- _How to complete this task_: Print nothing but the lines below starting at the line that holds "Instruction: Build a" and ending at the line that holds "For a GIS import: Serialize", including both, each exactly as written.

(Dataset entries)
=====
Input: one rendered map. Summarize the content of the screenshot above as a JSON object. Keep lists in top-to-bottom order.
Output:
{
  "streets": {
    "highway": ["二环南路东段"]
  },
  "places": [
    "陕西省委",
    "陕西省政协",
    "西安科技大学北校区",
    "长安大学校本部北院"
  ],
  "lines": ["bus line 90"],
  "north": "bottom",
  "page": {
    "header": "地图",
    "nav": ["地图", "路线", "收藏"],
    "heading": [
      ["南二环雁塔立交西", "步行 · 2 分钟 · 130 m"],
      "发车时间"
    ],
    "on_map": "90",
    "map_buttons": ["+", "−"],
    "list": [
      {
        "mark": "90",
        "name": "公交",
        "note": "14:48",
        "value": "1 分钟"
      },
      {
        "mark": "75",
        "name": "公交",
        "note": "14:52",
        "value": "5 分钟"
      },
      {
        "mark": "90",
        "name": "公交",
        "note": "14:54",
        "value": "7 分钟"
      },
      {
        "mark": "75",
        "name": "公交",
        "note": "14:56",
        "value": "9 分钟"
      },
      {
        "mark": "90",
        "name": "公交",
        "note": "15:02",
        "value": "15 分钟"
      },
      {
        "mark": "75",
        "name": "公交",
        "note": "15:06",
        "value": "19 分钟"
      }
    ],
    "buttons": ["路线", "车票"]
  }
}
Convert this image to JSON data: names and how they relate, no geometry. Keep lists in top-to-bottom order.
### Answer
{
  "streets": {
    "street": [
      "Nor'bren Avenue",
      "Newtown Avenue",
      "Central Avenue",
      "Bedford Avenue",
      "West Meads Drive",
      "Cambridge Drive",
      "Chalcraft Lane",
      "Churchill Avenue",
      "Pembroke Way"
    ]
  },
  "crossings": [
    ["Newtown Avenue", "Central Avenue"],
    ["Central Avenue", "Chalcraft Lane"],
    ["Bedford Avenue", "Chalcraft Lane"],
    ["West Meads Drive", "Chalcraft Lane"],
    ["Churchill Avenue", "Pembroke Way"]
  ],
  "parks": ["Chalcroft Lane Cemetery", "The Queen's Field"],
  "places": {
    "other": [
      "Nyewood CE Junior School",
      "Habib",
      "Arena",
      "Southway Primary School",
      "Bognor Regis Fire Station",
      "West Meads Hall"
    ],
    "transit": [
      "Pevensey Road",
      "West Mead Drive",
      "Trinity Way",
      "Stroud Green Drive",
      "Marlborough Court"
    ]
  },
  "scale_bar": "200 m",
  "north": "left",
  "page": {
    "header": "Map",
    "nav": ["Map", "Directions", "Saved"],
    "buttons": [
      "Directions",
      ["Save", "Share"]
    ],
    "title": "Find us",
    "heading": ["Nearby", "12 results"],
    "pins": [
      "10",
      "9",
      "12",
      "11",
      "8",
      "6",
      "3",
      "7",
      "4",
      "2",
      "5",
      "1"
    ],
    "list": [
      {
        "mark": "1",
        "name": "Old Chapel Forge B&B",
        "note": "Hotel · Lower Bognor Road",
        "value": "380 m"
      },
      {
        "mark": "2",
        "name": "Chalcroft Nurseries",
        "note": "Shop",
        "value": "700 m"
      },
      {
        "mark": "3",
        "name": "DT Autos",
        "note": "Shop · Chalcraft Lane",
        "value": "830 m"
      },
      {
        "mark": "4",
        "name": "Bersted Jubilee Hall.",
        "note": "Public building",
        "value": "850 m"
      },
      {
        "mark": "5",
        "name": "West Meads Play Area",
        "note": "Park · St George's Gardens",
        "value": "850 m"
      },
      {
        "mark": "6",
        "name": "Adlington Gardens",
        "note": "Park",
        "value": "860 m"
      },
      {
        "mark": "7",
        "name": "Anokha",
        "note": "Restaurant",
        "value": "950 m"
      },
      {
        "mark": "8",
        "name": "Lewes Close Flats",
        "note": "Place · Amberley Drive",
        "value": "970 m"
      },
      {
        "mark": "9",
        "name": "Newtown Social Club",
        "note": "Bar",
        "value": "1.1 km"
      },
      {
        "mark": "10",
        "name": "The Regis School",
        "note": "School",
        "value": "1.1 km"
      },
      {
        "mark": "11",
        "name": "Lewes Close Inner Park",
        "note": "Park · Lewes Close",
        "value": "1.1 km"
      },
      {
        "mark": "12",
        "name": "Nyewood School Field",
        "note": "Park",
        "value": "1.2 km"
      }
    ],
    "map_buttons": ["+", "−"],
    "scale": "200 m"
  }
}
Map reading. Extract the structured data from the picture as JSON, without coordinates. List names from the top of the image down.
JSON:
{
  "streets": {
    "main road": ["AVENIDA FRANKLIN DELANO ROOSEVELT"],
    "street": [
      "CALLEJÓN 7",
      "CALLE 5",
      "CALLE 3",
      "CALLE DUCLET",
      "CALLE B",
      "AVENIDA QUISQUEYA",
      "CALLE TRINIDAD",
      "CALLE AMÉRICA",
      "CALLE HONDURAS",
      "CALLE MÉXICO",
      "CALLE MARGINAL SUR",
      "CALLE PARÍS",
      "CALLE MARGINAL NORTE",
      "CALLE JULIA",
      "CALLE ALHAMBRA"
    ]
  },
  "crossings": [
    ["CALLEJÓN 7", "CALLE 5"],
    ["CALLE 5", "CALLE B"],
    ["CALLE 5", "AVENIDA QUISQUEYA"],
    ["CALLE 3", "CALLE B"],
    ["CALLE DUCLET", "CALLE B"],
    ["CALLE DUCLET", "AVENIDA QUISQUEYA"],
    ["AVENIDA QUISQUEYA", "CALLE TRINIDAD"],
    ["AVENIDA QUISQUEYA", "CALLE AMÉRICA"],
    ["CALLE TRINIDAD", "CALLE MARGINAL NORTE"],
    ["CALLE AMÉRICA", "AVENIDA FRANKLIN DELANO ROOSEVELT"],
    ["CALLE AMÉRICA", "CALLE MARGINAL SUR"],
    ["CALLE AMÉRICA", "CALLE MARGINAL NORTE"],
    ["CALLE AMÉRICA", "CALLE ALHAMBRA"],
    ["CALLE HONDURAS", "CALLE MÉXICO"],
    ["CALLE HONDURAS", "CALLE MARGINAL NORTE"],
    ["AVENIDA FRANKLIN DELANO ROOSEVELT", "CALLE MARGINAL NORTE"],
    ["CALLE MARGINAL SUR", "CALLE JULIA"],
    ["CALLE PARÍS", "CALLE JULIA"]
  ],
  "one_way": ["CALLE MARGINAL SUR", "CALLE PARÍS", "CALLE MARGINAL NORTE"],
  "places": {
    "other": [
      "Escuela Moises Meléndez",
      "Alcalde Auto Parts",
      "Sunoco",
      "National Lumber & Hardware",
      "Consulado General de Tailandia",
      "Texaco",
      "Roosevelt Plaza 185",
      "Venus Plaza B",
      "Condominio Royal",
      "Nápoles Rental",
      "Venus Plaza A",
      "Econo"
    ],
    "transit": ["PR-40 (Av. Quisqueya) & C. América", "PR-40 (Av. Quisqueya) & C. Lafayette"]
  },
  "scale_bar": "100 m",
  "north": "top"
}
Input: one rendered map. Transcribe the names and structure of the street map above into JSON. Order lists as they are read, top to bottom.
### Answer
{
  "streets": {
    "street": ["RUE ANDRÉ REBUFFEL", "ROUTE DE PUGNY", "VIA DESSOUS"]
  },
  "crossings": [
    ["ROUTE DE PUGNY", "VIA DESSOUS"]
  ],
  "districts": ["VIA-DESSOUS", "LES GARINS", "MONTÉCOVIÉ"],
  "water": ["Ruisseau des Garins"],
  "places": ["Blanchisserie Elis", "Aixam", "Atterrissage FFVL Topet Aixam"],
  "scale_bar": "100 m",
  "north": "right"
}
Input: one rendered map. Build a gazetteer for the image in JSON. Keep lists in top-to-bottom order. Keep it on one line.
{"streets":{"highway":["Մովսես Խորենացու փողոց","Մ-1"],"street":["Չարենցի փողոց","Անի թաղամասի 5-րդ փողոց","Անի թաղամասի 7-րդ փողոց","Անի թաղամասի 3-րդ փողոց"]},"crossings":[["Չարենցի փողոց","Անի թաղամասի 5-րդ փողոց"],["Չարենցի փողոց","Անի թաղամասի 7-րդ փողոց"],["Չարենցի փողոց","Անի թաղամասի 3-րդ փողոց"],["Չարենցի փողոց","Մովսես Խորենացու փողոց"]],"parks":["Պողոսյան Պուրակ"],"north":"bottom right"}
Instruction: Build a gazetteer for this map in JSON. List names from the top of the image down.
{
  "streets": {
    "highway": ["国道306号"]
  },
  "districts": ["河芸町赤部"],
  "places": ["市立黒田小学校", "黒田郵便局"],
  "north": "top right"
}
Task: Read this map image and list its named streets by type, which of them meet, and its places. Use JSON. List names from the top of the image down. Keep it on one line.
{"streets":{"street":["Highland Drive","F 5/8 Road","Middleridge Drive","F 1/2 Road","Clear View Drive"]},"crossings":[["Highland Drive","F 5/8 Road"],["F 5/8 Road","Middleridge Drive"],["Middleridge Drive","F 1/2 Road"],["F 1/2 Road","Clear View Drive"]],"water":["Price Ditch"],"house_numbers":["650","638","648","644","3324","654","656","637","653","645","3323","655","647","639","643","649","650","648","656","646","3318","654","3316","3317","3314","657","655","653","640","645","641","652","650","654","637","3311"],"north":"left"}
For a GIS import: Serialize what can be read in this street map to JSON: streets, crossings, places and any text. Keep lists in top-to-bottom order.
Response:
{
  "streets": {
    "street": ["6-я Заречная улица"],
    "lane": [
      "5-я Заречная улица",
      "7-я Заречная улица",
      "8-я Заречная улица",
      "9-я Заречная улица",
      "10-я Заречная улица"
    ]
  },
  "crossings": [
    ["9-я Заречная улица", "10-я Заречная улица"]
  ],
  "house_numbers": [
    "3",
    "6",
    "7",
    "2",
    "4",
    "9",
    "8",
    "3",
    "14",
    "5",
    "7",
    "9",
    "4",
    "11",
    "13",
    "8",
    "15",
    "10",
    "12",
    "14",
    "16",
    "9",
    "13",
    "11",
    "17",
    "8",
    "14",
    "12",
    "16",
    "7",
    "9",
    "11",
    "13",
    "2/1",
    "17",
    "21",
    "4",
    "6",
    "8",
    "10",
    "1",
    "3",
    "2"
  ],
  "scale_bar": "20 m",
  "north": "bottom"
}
=====
- _Solution for this exercise_:
Instruction: Build a gazetteer for this map in JSON. List names from the top of the image down.
{
  "streets": {
    "highway": ["国道306号"]
  },
  "districts": ["河芸町赤部"],
  "places": ["市立黒田小学校", "黒田郵便局"],
  "north": "top right"
}
Task: Read this map image and list its named streets by type, which of them meet, and its places. Use JSON. List names from the top of the image down. Keep it on one line.
{"streets":{"street":["Highland Drive","F 5/8 Road","Middleridge Drive","F 1/2 Road","Clear View Drive"]},"crossings":[["Highland Drive","F 5/8 Road"],["F 5/8 Road","Middleridge Drive"],["Middleridge Drive","F 1/2 Road"],["F 1/2 Road","Clear View Drive"]],"water":["Price Ditch"],"house_numbers":["650","638","648","644","3324","654","656","637","653","645","3323","655","647","639","643","649","650","648","656","646","3318","654","3316","3317","3314","657","655","653","640","645","641","652","650","654","637","3311"],"north":"left"}
For a GIS import: Serialize what can be read in this street map to JSON: streets, crossings, places and any text. Keep lists in top-to-bottom order.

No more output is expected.